Falling Light (Game of Shadows #2)(64)



“Yes, we’ve clashed and walked away from each other. I refuse to do that this time.”

Her expression eased. She nodded. “I don’t want to either. This life is too precious to waste. So I want you to know that what I say next is about me, not you.”

He stroked her cheek. “I’m listening.”

Her bright, blue gaze shadowed. “I am making a choice not to pick up a gun again. If I take that path, I feel like I would become someone else, someone that’s not me. I would have to grow callused in ways that I’m not right now. I think some parts of me would have to die and I wouldn’t be the healer I need to be, because I don’t have your spirit, Michael. I’m not a fighter. Maybe I’m making a selfish decision. I know it means I take certain risks in our fight, but if that’s the case, so be it—”

He shook his head and put his arms around her. “Hush. You’ll take no more risks than I do.”

“Well, that’s not exactly true.” Her voice was dry. She slipped her arms around his waist. “You’re freakishly fast.”

He started to laugh, and it felt good and healing. “I guess I am.”

He sank to his knees and rested his face against her flat abdomen, basking in her warm, vital energy. She bent over him and ran her hands down his wide shoulders and strong back, and stroked his short, dark hair. For a while they rested against each other in silence.

Then he stirred and lifted his head. “If fighting—my type of fighting, anyway—is a kind of healing,” he said, “then would you say that healing is a kind of fight?”
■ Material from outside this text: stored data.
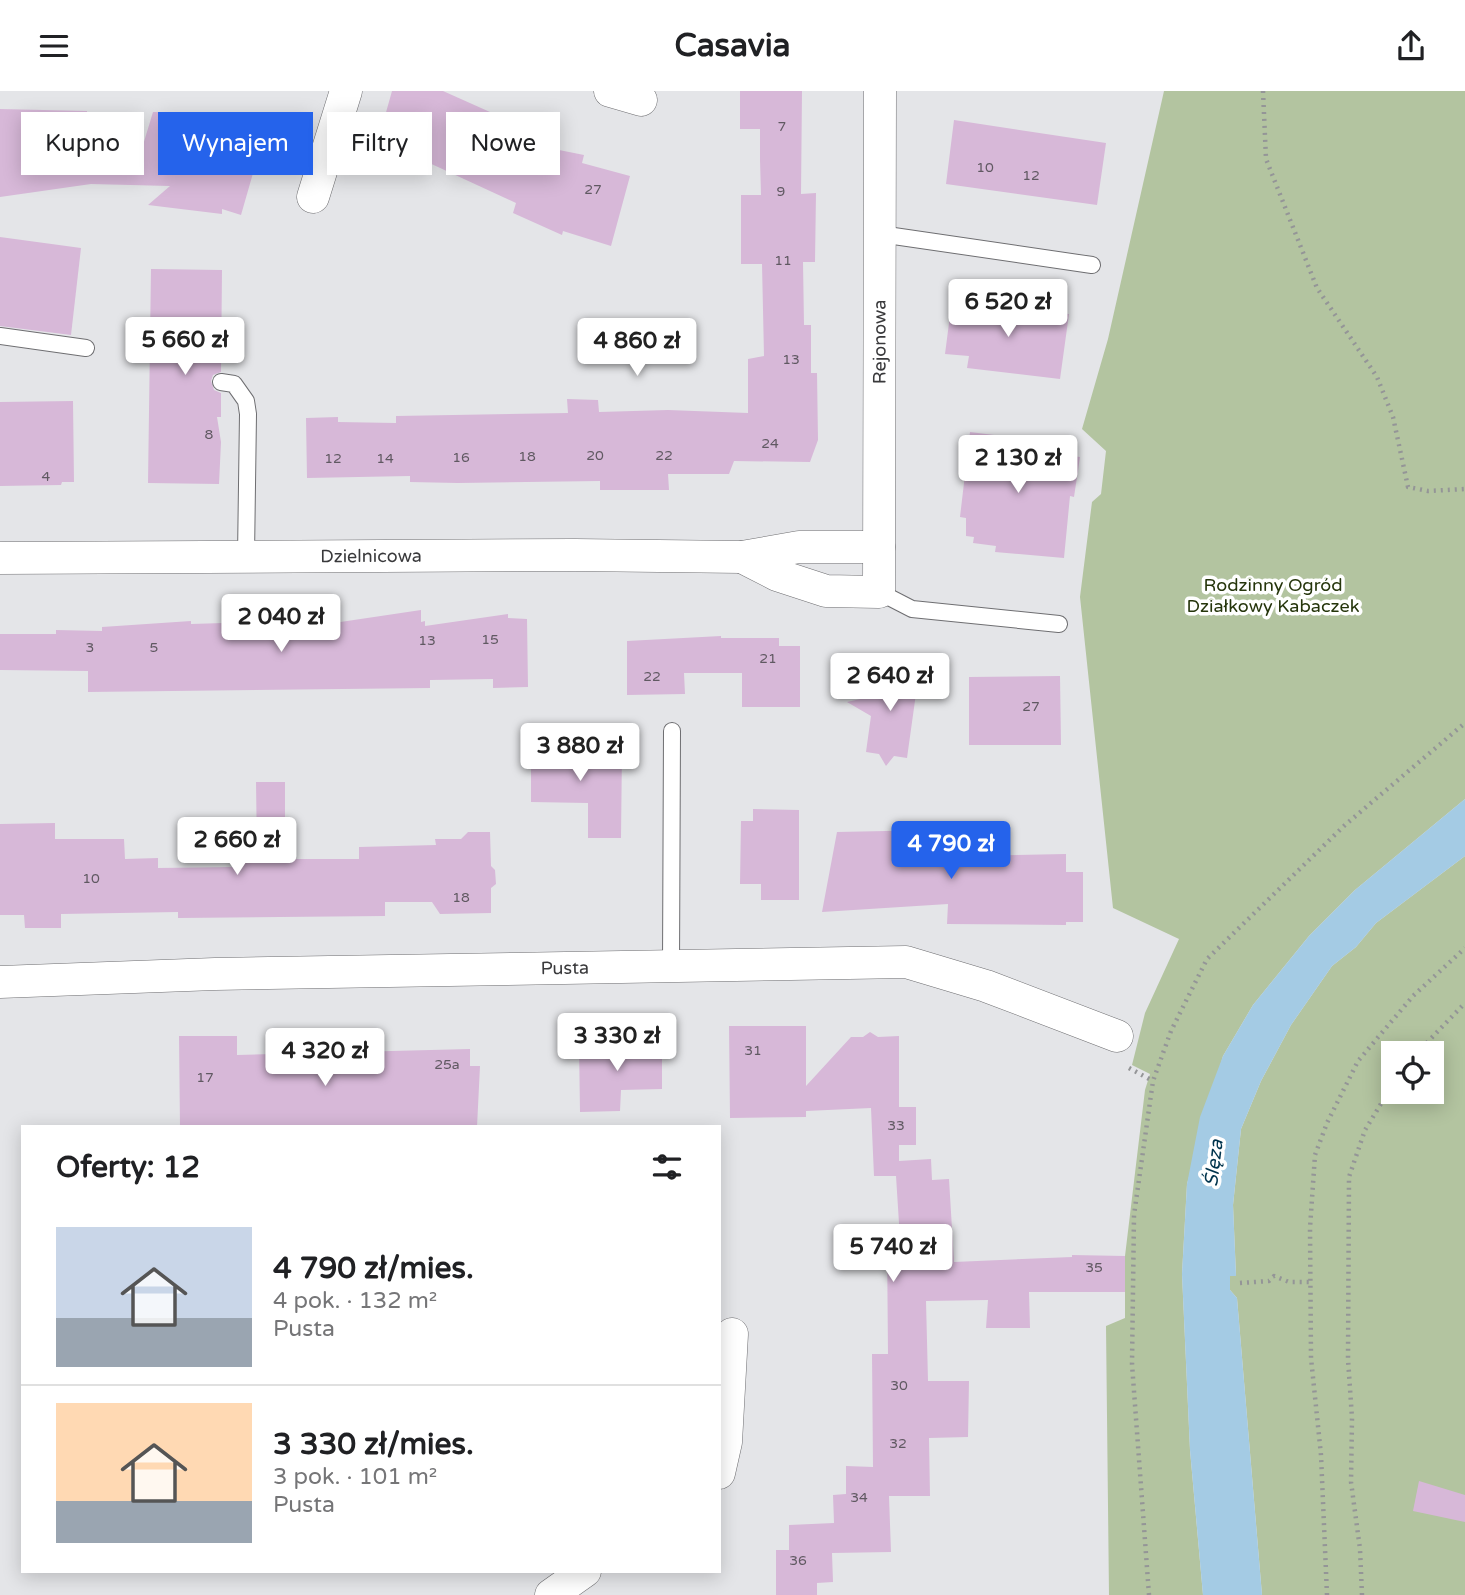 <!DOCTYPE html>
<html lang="pl">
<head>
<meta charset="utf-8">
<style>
  body { margin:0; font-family:"Varela Round",sans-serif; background:#f2f2f2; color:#202124; height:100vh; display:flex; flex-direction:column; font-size:26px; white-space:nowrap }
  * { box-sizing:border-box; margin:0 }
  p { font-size:23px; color:#757577 }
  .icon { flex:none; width:38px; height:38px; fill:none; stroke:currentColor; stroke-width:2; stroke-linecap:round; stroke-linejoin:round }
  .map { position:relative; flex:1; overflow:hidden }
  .sheet { position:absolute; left:21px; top:1034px; width:700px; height:448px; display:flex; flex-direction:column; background:#fff; border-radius:0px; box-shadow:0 4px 18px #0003 }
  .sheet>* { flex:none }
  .hud { position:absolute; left:21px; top:21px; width:700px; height:63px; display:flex; gap:14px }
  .tools { position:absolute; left:1381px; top:950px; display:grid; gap:14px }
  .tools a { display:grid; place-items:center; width:63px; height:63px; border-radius:0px; background:#fff; box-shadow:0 4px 18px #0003; font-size:35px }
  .price { position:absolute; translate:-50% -60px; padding:0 16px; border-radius:7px; background:#fff; color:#222; font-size:23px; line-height:46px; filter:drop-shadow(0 2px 4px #0008) }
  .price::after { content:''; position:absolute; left:50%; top:42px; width:21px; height:16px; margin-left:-10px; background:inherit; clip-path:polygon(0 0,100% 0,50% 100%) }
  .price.current { background:#2563eb; color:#fff }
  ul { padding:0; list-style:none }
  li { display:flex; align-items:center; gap:21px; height:175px; padding:0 35px }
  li+li { border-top:2px solid #e0e0e0 }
  li span { display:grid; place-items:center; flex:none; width:196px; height:140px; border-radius:0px; color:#555 }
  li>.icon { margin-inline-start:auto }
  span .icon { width:84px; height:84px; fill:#fffc; stroke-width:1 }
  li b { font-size:30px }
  h2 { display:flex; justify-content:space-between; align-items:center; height:84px; padding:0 35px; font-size:30px }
  .tag { padding:0 24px; border-radius:0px; background:#fff; box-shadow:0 4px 18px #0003; font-size:24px; line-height:63px }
  .tag.current { background:#2563eb; color:#fff }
  header { display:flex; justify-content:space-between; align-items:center; height:91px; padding:0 35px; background:#fff; font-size:32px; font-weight:700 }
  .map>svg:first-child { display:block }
  .green { fill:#b3c4a0; fill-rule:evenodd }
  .water { fill:#a4cbe4 }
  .building { fill:#d7b8d8 }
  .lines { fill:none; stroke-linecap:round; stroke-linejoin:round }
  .service-casing { stroke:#6e6e71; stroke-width:18 }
  .minor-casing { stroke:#6e6e71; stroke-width:33 }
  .path { stroke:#949597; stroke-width:4.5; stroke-dasharray:2 5; stroke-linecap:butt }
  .service { stroke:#fff; stroke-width:16 }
  .minor { stroke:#fff; stroke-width:32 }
  .labels { text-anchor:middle; stroke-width:7; stroke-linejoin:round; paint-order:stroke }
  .number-label { font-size:14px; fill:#605962 }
  .street-label { font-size:18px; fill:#39393b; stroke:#fff }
  .park-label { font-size:18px; fill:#25350b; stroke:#fff }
  .water-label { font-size:19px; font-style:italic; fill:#00344d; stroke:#fff }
</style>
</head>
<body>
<header><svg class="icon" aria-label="menu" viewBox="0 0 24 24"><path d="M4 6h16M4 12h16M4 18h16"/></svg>Casavia<svg class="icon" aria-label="share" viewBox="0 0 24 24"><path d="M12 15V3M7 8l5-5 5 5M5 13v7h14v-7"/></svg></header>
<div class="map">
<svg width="1465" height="1504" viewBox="0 0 1465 1504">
  <rect width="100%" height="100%" fill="#e4e5e8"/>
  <g class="green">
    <polygon points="1164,0 1465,0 1465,708 1355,799 1309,845 1253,914 1223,965 1187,1093 1182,1183 1190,1359 1203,1504 1109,1504 1106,1235 1125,1227 1125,1165 1145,999 1150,983 1132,974 1145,922 1179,848 1113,817 1080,506 1092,411 1101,403 1106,360 1082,338 1108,248"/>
    <path d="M1465 765V1504H1262L1237 1207 1230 1199V1185L1236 1184 1233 1114 1241 1038 1261 990 1291 934 1332 875 1356 856 1376 832ZM1393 962H1432V1001H1393Z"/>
  </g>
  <polygon class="water" points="1465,708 1465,765 1376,832 1356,856 1332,875 1291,934 1261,990 1241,1038 1233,1114 1236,1185 1230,1185 1230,1199 1237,1207 1262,1504 1203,1504 1190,1359 1182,1183 1187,1093 1200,1026 1223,965 1253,914 1309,845 1355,799"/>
  <g class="building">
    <polygon points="392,0 443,0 490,21 484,44 584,64 582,72 630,85 611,155 563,140 562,144 513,122 516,112 425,70 376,57"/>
    <polygon points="740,0 802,0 801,103 816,102 815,171 803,171 804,234 811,234 811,282 817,282 818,349 810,371 734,370 729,383 668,383 669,399 600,399 600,390 458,392 410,391 410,385 307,387 306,327 338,326 338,331 396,332 396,325 568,322 567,308 598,309 599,321 668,319 748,322 748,268 764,265 762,173 741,173 741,104 761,104 760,69 760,38 740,38"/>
    <polygon points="0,18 87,20 86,62 143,54 153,21 270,23 241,124 222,118 222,123 148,114 170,95 91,93 0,106"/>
    <polygon points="954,29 1106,52 1097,114 946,93"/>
    <polygon points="0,146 81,157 71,244 0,235"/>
    <polygon points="151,178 222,179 221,281 213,284 211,290 214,299 221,302 221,326 217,326 221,351 219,393 148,392"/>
    <polygon points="952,209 1069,223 1060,288 967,277 969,265 945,263"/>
    <polygon points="73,310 74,391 62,391 61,394 0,395 0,311"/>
    <polygon points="970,341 1058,352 1057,363 1080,366 1074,406 1070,405 1064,467 995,461 996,455 973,452 974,446 966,445 966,427 960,426"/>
    <polygon points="421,519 421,531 425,530 425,535 508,523 508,527 527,528 528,596 493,597 493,588 430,589 430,597 88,601 88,580 0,579 0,543 56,543 56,539 102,540 102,536 191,530 191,533 259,531 259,534 327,524 327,533"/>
    <polygon points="721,545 721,547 779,547 779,555 800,555 800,616 742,616 742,582 684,582 685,603 627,604 627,550"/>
    <polygon points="878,575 919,581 907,667 894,665 886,675 879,663 866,661 871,625 847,611 874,605"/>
    <polygon points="1060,585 1061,654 969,654 969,586"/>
    <polygon points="531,647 560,647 560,659 622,659 621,747 588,747 588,712 531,711"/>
    <polygon points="256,691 285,691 285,768 359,768 359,756 436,754 435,748 461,748 468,741 490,741 491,775 495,779 496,793 491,797 491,822 440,823 432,811 385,811 385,825 178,827 178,821 61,823 61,837 25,837 24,824 0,824 0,733 55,732 55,748 124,748 125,768 158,767 158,777 235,776 235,763 257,763"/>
    <polygon points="753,718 799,719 799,809 761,809 761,793 740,793 741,730 753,730"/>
    <polygon points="935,739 936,762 965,762 965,765 1066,763 1066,781 1083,781 1083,831 1066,831 1066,834 947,833 948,813 822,821 837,741"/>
    <polygon points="729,935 806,935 806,995 851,946 863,946 870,941 878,946 899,945 899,1016 916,1016 916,1054 899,1054 899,1070 931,1068 932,1089 949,1088 954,1171 1072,1166 1072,1164 1125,1165 1125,1201 1029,1201 1030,1237 986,1237 988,1209 926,1210 928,1290 969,1290 968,1346 929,1347 930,1405 889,1405 891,1461 832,1462 833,1491 817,1492 817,1504 776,1504 776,1459 789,1459 789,1434 834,1432 833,1404 846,1403 846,1375 873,1376 872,1263 888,1263 887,1148 900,1148 896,1085 874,1085 871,1017 806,1020 806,1026 730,1027"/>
    <polygon points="179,945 237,945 237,964 470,958 470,975 480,975 477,1036 180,1036"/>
    <polygon points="662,952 662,998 621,999 620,1020 580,1021 579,953"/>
    <polygon points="1419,1390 1465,1404 1465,1431 1413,1420"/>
  </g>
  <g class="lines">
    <g class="service-casing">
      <g id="service">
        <polyline points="880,143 1092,174"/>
        <polyline points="0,245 86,257"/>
        <polyline points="221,291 234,293 246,310 248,323 246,465"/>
        <polyline points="879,501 912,518 1059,533"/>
        <polyline points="671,875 672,640"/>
      </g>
    </g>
    <g class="minor-casing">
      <g id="minor">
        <polyline points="610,0 641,9"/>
        <polyline points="313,106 346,0"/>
        <path id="s1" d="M742 466 777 484 826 500 879 501 880 0"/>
        <path id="s2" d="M0 467 575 464 742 466 799 456H879"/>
        <path id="s3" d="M0 891 215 883 906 871 986 895 1117 945"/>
        <polyline points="719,1382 726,1351 732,1243"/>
        <polyline points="551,1504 585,1480"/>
      </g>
    </g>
    <g class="path">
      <polyline points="1263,0 1266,68 1317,197 1377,286 1393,326 1408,396 1428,400 1465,398"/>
      <polyline points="1417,962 1465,912"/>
      <polyline points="1129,977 1153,990"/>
      <polyline points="1240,1192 1269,1190 1274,1185 1289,1191 1309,1191"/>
      <polyline points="1149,1504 1132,1273 1134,1124 1153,990 1171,940 1207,868 1345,734 1465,632"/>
      <polyline points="1327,1504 1321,1364 1311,1267 1310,1137 1315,1064 1327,1032 1358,970 1413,905 1465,857"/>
      <polyline points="1362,1504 1360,1458 1351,1391 1352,1327 1348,1268 1349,1086 1365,1039 1393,993"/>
    </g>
    <use href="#service" class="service"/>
    <use href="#minor" class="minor"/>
  </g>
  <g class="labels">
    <g class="number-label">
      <text x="782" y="40">7</text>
      <text x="985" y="81">10</text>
      <text x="1031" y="89">12</text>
      <text x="593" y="103">27</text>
      <text x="781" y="105">9</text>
      <text x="783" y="174">11</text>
      <text x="791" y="273">13</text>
      <text x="209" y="348">8</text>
      <text x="770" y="357">24</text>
      <text x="595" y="369">20</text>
      <text x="664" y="369">22</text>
      <text x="527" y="370">18</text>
      <text x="461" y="371">16</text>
      <text x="333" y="372">12</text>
      <text x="385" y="372">14</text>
      <text x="46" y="390">4</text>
      <text x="490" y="553">15</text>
      <text x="427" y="554">13</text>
      <text x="90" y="561">3</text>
      <text x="154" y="561">5</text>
      <text x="768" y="572">21</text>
      <text x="652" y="590">22</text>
      <text x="1031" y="620">27</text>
      <text x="91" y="792">10</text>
      <text x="461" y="811">18</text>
      <text x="753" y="964">31</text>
      <text x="447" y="978">25a</text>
      <text x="205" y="991">17</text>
      <text x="896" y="1039">33</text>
      <text x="1094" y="1181">35</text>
      <text x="899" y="1299">30</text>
      <text x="898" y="1357">32</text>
      <text x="859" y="1411">34</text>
      <text x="798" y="1474">36</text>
    </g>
    <g class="street-label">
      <text dy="6" stroke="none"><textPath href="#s1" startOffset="394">Rejonowa</textPath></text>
      <text dy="6" stroke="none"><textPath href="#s2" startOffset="371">Dzielnicowa</textPath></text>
      <text dy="6" stroke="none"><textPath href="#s3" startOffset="565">Pusta</textPath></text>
    </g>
    <g class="park-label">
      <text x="1273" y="500">Rodzinny Ogród<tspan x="1273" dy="21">Działkowy Kabaczek</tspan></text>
    </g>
    <g class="water-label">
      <text transform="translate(1213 1072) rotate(-83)" y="7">Ślęza</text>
    </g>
  </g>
</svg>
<div class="tools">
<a><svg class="icon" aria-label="locate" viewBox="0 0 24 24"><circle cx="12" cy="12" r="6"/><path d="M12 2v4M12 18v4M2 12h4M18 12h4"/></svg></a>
</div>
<b class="price" style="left:1008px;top:248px">6 520 zł</b>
<b class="price" style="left:185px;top:286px">5 660 zł</b>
<b class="price" style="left:637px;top:287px">4 860 zł</b>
<b class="price" style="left:1018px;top:404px">2 130 zł</b>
<b class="price" style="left:281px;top:563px">2 040 zł</b>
<b class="price" style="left:890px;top:622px">2 640 zł</b>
<b class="price" style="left:580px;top:692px">3 880 zł</b>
<b class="price" style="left:237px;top:786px">2 660 zł</b>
<b class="price current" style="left:951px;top:790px">4 790 zł</b>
<b class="price" style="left:617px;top:982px">3 330 zł</b>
<b class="price" style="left:325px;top:997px">4 320 zł</b>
<b class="price" style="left:893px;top:1193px">5 740 zł</b>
<div class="hud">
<a class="tag">Kupno</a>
<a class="tag current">Wynajem</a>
<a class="tag">Filtry</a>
<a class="tag">Nowe</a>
</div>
<section class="sheet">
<h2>Oferty: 12<svg class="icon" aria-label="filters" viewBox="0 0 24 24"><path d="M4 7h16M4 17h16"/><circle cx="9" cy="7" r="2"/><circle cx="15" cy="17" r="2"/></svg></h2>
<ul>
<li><span style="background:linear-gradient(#c9d6e8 65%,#9aa5b1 0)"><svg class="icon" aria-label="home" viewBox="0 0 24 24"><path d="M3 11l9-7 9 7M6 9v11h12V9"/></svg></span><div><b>4 790 zł/mies.</b><p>4 pok. · 132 m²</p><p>Pusta</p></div></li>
<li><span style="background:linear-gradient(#ffd9b3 70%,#9aa5b1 0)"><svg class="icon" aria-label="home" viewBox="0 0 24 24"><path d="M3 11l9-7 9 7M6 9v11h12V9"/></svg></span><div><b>3 330 zł/mies.</b><p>3 pok. · 101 m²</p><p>Pusta</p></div></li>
</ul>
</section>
</div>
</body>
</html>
“Makes sense,” she said. “Yin and yang. Two sides of a coin.” She touched the tip of his nose with her finger.

He captured her hand and kissed her finger, then stood. “I’ve calmed down and I’m listening to what you said, but this isn’t a simple either/or kind of topic.”

She bit her lip. “What do you mean?”

“You’re not comfortable with guns, and I can respect that. But just as being afraid to do something doesn’t make you a coward, you can’t look at what I do and then say that you’re not a fighter. I don’t think that’s the right way to think of this issue. You may not be a fighter like I am, but you still have a lot of fight in you. Look at how hard you’ve fought over the last couple of days. Jerry should have died twice over, and he didn’t because of you, and of course there’s Nicholas.”

“Okay,” she said slowly. “I get what you’re saying.”

“I think you might enjoy some of the martial arts I know, especially the disciplines that are defensive in nature.”

She ducked her head and scowled. He cupped her face with both hands and tilted it back up. “Keep an open mind. You promised.”

Grimacing, she said again, “Okay.”

“You’re so sexy when you’re sullen,” he told her.

He bent his head, and his mouth covered hers. She closed her eyes, draped her arms around his neck and kissed him back, and he lost himself in the raw, animal physicality of the moment.

He pushed her back and lifted her so that she settled into a sitting position on the table. Then he nudged between her legs and wrapped his arms around her, holding her tightly.

She linked her legs around his hips, hugging him with her whole body.

When he pulled away, Mary rested her head on his shoulder. She fingered her swollen lips and said in a drugged voice, “Wait. That was all just inside our heads, right?”

He nuzzled her ear with a husky chuckle. “Yeah. Think of how good it will be again in the flesh.”

She stroked his hair, and it felt better than before. It felt better than ever, passion and completeness, yin and yang.

“I haven’t had a chance to say thank you,” she said. “Jerry and Nicholas are alive because of you too.”

“They are alive because of what we both did.” He took her hand and kissed the tips of her fingers. “About your image of the chapel that you showed me earlier. I have an image I want to show you too.”

She smiled up at him. Everything about her had lightened until she glowed, her spirit burnished bright. “Do you?”

“Yes.” He looked around at the great hall. “It’s here, deep inside the fortress.”

Chapter Twenty-two

SO THIS WAS supposed to be a new day.

He had read all of the most successful self-help books. He had been determined to turn his frown upside down and keep a positive attitude. Cultivating a positive attitude was supposed to create a positive outcome, wasn’t it?

What had that glass half full of bullshit got him?

Nothing. Nada.

He had scrambled so hard to get his traps in place along the coastline. For a brief time, at Jerry Crow’s pathetic little hovel, he had felt on top of the world, ahead of the curve and in control of the game. He just knew he was onto something good.

Until Michael and Mary intervened, he had been onto something good. Jerry Crow had almost come home . . . from somewhere. Then Michael and Mary swooped in . . . from somewhere . . . and his monkey suit still ached from when Michael shot out the front tire of his and Martin’s SUV and sent them crashing into a tree. Only his seat belt had saved him from hitting the windshield.

By the time he had been able to get people searching that specific area of the Lake, everybody had vanished again. The only thing his people had located was a drifting, rusty motorboat, full of blood and bullet holes.